» What is needed
Quote exactly the lines spanning from the top of the data below to the line that contains "position:absolute; left:1388px; top:21px;", including both.

(Collected data entries)
--------------------

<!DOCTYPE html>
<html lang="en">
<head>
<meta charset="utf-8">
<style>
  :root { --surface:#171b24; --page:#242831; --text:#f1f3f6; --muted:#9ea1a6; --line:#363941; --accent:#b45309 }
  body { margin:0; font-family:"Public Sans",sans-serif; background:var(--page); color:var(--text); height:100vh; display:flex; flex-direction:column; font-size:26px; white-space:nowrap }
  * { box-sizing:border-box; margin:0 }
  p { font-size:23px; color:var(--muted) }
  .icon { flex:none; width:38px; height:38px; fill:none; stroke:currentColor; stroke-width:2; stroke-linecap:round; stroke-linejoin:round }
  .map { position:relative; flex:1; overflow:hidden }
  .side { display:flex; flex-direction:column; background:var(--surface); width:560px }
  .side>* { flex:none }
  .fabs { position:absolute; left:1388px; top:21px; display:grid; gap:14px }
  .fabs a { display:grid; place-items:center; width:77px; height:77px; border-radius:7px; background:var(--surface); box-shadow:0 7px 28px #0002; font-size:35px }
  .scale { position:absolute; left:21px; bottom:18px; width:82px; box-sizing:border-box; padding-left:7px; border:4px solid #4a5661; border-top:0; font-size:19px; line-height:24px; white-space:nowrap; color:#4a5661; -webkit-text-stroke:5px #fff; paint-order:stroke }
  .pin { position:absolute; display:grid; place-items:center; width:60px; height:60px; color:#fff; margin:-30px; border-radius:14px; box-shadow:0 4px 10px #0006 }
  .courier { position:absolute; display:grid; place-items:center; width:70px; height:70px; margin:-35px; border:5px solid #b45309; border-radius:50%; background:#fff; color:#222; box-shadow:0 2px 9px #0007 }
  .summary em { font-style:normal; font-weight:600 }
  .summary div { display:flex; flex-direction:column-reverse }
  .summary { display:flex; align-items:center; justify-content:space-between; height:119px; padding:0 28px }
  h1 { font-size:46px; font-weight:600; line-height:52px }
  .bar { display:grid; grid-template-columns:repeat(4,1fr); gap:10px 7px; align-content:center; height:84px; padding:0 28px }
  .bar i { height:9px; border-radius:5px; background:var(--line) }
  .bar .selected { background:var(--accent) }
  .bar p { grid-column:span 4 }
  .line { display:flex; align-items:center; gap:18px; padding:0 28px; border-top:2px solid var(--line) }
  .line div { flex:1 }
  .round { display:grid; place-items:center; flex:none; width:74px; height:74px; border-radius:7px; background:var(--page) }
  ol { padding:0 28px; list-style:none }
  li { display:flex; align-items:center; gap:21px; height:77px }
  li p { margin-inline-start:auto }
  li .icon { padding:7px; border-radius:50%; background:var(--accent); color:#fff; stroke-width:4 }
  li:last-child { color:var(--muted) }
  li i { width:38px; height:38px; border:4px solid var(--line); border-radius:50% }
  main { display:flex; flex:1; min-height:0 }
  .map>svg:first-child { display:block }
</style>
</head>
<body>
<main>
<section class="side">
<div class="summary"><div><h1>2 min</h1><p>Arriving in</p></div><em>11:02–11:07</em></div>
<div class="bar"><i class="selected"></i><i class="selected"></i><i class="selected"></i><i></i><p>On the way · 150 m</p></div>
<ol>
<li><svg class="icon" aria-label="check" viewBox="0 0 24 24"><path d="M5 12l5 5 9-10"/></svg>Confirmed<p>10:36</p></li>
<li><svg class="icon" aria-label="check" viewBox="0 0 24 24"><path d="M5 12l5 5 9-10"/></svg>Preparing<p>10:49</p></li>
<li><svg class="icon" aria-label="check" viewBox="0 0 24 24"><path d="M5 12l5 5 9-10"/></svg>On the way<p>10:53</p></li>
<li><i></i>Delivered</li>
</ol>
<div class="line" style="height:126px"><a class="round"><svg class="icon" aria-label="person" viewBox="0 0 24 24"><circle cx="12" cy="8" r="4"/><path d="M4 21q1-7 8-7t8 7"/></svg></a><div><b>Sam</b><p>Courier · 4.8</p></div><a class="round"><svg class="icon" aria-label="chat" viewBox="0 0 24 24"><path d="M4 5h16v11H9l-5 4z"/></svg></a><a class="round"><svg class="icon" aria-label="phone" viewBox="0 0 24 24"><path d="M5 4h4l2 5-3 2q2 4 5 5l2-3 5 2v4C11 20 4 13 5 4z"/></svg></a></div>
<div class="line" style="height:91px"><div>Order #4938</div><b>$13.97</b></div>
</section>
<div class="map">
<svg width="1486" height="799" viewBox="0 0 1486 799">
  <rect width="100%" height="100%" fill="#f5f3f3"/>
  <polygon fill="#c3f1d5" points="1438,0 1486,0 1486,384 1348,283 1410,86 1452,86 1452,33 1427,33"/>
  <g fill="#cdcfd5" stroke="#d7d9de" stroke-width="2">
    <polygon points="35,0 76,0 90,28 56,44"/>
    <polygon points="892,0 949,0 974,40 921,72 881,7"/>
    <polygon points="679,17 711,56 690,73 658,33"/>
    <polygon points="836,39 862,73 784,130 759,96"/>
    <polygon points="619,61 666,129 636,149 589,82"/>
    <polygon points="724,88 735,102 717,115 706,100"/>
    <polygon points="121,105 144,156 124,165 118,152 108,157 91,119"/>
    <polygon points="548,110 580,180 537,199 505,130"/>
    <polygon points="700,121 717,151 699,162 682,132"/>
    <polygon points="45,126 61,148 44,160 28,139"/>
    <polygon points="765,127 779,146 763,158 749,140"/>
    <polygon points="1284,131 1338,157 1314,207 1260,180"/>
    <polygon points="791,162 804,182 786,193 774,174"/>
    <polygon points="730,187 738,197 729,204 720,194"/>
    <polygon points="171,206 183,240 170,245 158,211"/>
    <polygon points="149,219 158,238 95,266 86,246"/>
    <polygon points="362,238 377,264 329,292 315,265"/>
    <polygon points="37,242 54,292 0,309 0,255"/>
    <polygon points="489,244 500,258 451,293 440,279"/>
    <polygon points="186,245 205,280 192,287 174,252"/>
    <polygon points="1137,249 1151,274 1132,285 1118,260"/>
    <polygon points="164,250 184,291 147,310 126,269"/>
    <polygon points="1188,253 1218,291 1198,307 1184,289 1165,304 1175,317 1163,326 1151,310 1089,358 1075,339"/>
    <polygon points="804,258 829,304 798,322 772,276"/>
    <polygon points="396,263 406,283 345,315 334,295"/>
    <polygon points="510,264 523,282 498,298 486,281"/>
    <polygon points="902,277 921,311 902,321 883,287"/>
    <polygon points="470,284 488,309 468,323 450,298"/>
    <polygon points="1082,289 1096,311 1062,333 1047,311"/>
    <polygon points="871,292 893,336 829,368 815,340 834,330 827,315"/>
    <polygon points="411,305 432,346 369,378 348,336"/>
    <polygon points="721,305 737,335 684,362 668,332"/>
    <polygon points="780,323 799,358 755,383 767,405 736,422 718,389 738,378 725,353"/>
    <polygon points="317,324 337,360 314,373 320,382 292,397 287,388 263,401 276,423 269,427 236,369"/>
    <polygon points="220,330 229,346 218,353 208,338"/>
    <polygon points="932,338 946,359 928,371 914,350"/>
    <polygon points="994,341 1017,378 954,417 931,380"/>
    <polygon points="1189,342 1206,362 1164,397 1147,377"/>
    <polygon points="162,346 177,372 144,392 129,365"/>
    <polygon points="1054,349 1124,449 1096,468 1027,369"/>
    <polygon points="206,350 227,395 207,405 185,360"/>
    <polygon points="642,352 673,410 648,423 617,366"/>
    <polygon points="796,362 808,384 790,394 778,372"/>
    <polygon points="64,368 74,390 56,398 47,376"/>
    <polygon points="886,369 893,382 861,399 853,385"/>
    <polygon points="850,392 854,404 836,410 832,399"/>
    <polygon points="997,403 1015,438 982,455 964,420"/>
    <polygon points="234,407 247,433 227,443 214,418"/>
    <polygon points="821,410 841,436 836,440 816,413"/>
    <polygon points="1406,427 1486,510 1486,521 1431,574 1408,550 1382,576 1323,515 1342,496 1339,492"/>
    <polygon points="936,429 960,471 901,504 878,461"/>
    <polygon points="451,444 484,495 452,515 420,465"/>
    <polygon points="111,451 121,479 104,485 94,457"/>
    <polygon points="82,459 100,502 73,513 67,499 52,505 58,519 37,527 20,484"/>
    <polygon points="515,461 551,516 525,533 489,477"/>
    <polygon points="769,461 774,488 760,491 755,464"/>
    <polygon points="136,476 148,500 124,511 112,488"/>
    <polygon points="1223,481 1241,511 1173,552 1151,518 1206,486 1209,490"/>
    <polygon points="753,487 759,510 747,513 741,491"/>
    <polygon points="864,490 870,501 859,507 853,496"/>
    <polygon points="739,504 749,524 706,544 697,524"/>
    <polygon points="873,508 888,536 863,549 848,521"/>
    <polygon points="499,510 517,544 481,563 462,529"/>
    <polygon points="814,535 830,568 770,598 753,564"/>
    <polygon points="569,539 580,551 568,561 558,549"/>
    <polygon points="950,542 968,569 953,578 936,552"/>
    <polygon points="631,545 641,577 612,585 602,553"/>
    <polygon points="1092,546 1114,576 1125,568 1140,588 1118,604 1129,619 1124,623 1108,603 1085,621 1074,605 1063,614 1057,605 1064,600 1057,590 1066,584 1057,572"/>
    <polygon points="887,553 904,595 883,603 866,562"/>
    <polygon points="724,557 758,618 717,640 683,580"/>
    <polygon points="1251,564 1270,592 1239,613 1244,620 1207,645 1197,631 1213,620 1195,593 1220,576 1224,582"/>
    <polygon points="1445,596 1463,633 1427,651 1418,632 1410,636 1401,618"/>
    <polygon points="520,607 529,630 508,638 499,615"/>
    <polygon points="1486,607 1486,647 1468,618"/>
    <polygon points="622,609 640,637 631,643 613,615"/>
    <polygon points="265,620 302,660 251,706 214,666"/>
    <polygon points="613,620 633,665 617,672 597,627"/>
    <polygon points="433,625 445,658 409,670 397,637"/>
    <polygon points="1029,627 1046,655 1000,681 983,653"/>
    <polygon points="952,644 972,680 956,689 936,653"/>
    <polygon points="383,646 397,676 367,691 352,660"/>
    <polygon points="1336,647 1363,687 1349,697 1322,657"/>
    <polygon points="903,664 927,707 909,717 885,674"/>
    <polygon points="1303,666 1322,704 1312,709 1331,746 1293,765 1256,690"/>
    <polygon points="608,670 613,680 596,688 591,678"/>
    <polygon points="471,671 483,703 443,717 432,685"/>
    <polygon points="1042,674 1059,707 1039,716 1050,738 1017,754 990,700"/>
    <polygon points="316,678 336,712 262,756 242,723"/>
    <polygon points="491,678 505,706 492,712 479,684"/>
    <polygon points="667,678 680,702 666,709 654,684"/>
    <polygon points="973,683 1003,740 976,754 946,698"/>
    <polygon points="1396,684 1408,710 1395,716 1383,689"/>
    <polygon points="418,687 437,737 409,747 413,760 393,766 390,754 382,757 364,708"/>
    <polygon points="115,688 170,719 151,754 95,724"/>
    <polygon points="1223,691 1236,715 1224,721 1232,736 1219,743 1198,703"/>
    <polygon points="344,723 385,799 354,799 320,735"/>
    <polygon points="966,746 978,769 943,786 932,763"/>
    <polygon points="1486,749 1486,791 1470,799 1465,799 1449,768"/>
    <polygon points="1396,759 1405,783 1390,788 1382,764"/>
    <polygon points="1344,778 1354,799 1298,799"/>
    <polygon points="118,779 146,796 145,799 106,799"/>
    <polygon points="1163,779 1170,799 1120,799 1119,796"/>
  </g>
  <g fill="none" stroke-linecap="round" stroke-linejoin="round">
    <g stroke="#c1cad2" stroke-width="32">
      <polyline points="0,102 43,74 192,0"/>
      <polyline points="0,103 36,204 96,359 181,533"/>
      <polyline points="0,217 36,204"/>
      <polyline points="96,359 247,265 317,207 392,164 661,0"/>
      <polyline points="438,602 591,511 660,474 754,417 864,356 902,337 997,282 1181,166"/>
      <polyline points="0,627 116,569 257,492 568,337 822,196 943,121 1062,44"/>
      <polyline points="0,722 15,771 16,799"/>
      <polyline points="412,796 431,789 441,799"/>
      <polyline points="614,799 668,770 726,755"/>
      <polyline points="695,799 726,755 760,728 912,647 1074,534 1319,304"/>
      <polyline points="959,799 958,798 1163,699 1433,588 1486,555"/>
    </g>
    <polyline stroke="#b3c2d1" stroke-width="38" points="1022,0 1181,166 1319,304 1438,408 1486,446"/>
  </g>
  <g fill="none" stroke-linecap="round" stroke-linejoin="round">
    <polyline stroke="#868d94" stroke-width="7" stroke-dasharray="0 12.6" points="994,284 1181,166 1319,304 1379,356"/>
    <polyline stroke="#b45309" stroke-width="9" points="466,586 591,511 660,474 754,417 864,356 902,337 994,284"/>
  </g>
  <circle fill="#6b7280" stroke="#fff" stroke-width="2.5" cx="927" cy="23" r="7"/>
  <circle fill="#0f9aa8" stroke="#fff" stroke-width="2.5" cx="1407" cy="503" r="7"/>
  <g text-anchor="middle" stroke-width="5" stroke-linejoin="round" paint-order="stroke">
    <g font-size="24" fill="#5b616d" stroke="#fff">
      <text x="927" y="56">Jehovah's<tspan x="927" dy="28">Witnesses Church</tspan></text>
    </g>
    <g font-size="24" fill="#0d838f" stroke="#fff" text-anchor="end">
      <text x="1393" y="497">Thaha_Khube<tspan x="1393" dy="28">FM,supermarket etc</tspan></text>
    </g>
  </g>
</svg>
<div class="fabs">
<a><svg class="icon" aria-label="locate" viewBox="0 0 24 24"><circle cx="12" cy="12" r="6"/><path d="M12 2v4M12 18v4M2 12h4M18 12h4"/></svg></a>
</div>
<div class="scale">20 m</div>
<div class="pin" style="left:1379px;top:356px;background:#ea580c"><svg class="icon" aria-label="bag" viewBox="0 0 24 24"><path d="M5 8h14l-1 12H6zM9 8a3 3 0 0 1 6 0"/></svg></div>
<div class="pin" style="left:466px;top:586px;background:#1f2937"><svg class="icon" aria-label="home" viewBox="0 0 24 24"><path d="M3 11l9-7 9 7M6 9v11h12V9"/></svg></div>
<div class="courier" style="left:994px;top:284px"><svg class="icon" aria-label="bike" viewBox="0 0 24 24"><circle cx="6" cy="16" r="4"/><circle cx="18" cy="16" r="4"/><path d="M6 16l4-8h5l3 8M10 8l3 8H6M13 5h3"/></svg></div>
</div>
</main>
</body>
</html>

--------------------

» Output of the task
<!DOCTYPE html>
<html lang="en">
<head>
<meta charset="utf-8">
<style>
  :root { --surface:#171b24; --page:#242831; --text:#f1f3f6; --muted:#9ea1a6; --line:#363941; --accent:#b45309 }
  body { margin:0; font-family:"Public Sans",sans-serif; background:var(--page); color:var(--text); height:100vh; display:flex; flex-direction:column; font-size:26px; white-space:nowrap }
  * { box-sizing:border-box; margin:0 }
  p { font-size:23px; color:var(--muted) }
  .icon { flex:none; width:38px; height:38px; fill:none; stroke:currentColor; stroke-width:2; stroke-linecap:round; stroke-linejoin:round }
  .map { position:relative; flex:1; overflow:hidden }
  .side { display:flex; flex-direction:column; background:var(--surface); width:560px }
  .side>* { flex:none }
  .fabs { position:absolute; left:1388px; top:21px; display:grid; gap:14px }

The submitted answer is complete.